Lac du Pavé : observation et préservation d'un lac sentinelle
Lors de l'inauguration du nouveau refuge du Pavé au début de l'été 2024, une attention particulière avait été portée sur le lac éponyme. Source d'eau pour le nouveau bâtiment, mais aussi et surtout plus jeune lac glaciaire des Alpes, le lac du Pavé est une sentinelle précieuse que les scientifiques observent depuis 20 ans.






Niché au pied de spectaculaires parois rocheuses au cœur du parc national des Écrins, le lac du Pavé est le plus haut lac du massif avec ses 2841 mètres d'altitude. Il est aussi le lac glaciaire le plus jeune des Alpes puisqu'il est apparu il y a moins de 80 ans. L'an dernier, lors de l'inauguration du nouveau refuge du Pavé, un focus avait été porté sur ce trésor de haute altitude afin d'expliquer dans quelle mesure le refuge peut compter sur cet apport hydrique et d'informer sur l'intérêt scientifique de cet écosystème fragile. Alors que s'ouvre la deuxième saison d'exploitation du nouveau bâtiment, le lac du Pavé s'affirme encore et toujours comme une pépite à protéger.
Un observatoire grandeur nature
Créé pour améliorer la compréhension des lacs d'altitude à l'échelle alpine, le réseau Lacs sentinelles est animé par le Conservatoire d'espaces naturels de Haute-Savoie (Asters) et l'Office français de la biodiversité (OFB). Ce réseau suit l'évolution d'une trentaine de lacs des Alpes françaises, parmi lesquels figure celui du Pavé. Apparu dans les années 1950 suite à la fonte d'un glacier, le lac du Pavé est un objet d'étude particulièrement intéressant car il permet aux scientifiques d'observer l'évolution d'un lac d'altitude quasiment depuis sa naissance – même si le suivi n'a commencé qu'en 2006. "Dans les Écrins, le lac du Pavé est actuellement celui qui est le plus étudié", précise Cyril Coursier, technicien patrimoine au parc. "C'est un véritable observatoire pour savoir comment la vie apparaît et évolue dans un milieu aquatique d'altitude, mais aussi pour prendre la mesure du changement climatique."
Des recueils de données sont ainsi régulièrement effectués afin d'alimenter les bases de données scientifiques. Les lieux étant difficilement accessibles (5 heures de marche), l'OFB missionne les techniciens du parc des Écrins pour prélever des échantillons une fois par mois. "Ces prélèvements sont réalisés lorsque le lac est libre de glace et de neige, c'est-à-dire de mi-juillet jusqu'à mi-novembre. Il y a à peine plus de 10 ans, le lac n'était libre que du 15 août au 15 octobre", indique Cyril Coursier, soulignant ainsi l'impact très visible du réchauffement climatique. Les relevés de température témoignent aussi de l'évolution rapide avec un passage de 4 à 12°C en surface en quelques années seulement. D'autres données sont recueillies, notamment les mesures de pH et l'étude du zooplancton et des diatomées.

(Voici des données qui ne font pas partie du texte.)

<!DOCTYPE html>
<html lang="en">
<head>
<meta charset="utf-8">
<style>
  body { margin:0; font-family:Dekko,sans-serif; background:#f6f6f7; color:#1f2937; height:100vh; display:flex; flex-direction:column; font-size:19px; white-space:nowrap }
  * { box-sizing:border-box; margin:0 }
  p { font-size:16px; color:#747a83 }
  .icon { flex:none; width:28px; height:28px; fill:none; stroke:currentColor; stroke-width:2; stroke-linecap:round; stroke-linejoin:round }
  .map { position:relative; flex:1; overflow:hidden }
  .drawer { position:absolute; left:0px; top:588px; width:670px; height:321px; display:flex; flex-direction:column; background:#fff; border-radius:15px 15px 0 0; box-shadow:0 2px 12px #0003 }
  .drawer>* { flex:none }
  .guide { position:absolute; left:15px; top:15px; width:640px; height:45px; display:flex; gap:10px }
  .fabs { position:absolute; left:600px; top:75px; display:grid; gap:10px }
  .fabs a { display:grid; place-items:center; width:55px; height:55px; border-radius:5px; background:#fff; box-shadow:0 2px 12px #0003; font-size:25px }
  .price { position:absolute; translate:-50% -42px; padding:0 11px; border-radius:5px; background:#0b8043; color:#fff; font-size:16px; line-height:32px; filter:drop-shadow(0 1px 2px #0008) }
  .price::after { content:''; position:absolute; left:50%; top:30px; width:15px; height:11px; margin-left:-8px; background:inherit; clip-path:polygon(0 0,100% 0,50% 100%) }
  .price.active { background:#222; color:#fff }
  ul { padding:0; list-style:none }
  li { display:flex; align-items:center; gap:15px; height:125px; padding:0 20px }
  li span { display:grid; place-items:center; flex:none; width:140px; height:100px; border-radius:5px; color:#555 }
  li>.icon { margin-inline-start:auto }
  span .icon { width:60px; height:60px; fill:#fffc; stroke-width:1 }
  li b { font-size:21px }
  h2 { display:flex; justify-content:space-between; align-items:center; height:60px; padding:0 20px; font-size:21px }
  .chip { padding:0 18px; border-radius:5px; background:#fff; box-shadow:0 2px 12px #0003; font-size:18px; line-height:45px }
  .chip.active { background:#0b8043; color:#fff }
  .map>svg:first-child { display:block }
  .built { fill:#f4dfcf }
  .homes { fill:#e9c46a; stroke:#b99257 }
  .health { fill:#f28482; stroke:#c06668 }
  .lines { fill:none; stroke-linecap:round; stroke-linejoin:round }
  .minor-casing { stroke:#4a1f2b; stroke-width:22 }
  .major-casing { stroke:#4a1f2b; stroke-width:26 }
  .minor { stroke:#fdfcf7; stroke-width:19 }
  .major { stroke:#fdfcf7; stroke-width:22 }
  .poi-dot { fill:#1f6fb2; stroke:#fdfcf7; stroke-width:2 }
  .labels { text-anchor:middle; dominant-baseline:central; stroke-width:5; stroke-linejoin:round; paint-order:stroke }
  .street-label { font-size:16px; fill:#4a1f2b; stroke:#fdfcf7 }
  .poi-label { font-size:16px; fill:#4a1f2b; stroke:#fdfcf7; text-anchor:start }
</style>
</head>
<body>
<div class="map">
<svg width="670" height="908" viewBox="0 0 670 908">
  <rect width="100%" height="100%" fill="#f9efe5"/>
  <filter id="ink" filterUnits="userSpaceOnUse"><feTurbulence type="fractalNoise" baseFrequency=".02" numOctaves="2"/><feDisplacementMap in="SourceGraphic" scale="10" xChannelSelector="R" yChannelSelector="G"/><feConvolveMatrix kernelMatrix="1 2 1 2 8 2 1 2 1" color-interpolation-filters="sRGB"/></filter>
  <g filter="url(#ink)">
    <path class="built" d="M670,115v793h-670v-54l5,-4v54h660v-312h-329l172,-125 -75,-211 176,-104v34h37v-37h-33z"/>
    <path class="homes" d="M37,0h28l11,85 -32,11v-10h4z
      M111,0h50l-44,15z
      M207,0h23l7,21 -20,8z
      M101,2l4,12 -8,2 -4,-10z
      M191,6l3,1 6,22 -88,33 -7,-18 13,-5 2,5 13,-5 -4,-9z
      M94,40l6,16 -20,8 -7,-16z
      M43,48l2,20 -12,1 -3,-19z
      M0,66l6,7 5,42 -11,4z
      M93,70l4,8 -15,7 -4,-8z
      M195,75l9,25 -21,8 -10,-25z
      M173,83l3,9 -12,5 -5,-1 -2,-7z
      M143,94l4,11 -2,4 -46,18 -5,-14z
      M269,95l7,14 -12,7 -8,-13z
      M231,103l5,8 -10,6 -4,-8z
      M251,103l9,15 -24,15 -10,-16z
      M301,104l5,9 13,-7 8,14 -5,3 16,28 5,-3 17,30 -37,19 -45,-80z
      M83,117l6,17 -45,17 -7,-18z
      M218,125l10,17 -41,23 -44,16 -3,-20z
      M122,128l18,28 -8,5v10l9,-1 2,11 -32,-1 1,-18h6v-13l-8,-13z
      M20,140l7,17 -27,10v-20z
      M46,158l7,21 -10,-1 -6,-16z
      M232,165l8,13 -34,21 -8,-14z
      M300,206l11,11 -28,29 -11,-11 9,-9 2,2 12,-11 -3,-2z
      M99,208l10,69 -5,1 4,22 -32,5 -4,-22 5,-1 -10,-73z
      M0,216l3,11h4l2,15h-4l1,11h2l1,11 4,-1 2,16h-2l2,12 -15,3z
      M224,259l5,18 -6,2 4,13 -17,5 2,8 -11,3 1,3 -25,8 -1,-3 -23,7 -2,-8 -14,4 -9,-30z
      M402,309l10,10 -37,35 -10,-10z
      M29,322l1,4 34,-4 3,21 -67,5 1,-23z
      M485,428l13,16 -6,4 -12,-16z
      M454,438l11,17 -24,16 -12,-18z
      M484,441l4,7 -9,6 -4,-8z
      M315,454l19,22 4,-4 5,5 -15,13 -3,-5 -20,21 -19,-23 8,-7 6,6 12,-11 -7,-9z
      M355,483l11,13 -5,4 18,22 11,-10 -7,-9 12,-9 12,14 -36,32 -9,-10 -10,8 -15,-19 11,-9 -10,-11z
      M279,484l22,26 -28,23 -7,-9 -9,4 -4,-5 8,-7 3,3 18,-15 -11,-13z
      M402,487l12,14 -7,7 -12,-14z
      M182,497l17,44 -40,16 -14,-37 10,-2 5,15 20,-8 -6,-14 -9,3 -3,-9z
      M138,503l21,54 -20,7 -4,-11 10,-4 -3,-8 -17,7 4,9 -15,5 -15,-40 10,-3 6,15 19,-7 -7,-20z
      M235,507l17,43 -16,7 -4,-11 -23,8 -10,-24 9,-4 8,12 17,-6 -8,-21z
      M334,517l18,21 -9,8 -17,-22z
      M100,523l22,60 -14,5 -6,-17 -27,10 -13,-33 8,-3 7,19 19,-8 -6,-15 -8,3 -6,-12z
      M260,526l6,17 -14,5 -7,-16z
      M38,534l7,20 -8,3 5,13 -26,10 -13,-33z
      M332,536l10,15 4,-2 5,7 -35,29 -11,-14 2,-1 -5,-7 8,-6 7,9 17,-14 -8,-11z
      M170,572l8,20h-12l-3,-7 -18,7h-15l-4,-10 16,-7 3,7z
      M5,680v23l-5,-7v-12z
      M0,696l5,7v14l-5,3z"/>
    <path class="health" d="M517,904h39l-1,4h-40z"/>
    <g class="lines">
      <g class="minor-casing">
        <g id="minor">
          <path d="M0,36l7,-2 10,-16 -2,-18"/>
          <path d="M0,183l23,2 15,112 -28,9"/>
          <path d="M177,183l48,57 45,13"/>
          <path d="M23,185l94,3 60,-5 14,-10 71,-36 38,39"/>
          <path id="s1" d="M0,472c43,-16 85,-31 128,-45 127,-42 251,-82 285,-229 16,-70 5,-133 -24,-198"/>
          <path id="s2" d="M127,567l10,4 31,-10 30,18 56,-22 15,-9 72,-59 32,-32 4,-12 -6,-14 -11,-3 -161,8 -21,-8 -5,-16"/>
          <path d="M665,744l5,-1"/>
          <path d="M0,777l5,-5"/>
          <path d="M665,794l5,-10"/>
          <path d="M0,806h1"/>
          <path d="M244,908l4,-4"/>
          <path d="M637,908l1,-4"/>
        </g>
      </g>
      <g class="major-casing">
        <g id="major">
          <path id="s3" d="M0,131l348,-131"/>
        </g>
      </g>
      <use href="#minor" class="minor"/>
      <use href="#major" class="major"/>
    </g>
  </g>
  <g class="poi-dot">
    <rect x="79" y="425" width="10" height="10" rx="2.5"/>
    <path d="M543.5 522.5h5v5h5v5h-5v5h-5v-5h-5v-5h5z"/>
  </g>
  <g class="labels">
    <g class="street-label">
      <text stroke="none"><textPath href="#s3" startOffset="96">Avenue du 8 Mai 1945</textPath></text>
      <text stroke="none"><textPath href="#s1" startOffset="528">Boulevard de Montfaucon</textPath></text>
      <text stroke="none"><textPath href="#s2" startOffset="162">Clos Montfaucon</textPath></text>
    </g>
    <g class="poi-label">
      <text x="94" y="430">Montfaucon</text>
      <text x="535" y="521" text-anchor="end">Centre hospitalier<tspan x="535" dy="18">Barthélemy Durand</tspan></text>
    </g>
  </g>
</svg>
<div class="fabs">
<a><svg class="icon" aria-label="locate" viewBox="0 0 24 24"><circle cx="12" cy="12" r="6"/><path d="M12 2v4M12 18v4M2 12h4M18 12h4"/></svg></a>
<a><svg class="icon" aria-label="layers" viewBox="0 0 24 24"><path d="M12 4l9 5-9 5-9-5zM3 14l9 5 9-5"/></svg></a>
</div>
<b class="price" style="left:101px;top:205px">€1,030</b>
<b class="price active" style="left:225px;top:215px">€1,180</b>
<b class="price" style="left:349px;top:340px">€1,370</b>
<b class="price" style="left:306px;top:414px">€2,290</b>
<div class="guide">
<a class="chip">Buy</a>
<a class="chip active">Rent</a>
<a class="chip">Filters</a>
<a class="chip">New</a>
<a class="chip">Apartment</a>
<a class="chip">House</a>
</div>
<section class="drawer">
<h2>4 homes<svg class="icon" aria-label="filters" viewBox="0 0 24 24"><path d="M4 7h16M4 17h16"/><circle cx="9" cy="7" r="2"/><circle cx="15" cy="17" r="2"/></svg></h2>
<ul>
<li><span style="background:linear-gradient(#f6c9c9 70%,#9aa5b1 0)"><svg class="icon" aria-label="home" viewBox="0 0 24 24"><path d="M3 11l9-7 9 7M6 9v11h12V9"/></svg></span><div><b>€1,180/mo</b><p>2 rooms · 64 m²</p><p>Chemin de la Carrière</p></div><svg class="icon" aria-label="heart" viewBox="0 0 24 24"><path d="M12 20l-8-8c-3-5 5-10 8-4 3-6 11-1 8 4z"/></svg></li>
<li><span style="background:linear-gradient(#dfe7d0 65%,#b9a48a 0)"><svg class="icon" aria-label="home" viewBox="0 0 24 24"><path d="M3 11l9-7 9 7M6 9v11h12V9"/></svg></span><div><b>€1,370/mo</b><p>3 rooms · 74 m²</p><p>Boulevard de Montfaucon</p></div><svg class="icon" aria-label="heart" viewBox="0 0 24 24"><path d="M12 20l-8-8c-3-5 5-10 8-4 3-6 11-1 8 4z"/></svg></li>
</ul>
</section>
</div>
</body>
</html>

Un milieu naturel sensible
La rénovation récente du refuge du Pavé a soulevé une question classique en haute montagne : où trouver les ressources nécessaires pour assurer le bon fonctionnement du bâtiment et l'accueil du public ? Alors que de nombreux refuges sont confrontés à la pénurie d'eau, le Pavé se révèle plutôt serein en la matière. "Le refuge utilise le captage situé à quelques mètres du lac et peut prélever la quantité qu'il souhaite : le lac débite plusieurs millions de mètres cubes par an et le refuge n'en prélève qu'une infime partie", indique Cyril Coursier. "Ces prélèvements ne constituent pas un problème pour l'écosystème pour l'instant."
Quid de l'impact de la fréquentation du territoire, en augmentation depuis l'ouverture du nouveau refuge ? En 2024, un arrêté interdisait tout canotage sur la totalité des lacs du parc national, mais autorisait la baignade. "Ce n'est pas la baignade qui perturbe le plus les milieux lacustres, en particulier s'ils se caractérisent par une bonne circulation et un bon renouvellement de l'eau, comme au Pavé", poursuit Cyril Coursier. "Ce sont vraiment les embarcations qui ont navigué dans d'autres eaux qui peuvent introduire des espèces exogènes et perturber l'écosystème." Néanmoins le parc des Écrins ne recommande pas de se baigner dans les lacs d'altitude qui restent des écosystèmes fragiles et sensibles aux moindres perturbations. De nombreuses actions de sensibilisation et d'information (interventions au sein des refuges, signalétique au départ des sentiers, ressources sur le site du parc…) sont d'ailleurs menées pour informer le grand public sur les bonnes pratiques à adopter afin de protéger non seulement le milieu naturel, mais aussi de permettre aux scientifiques de bénéficier d'observatoires privilégiés.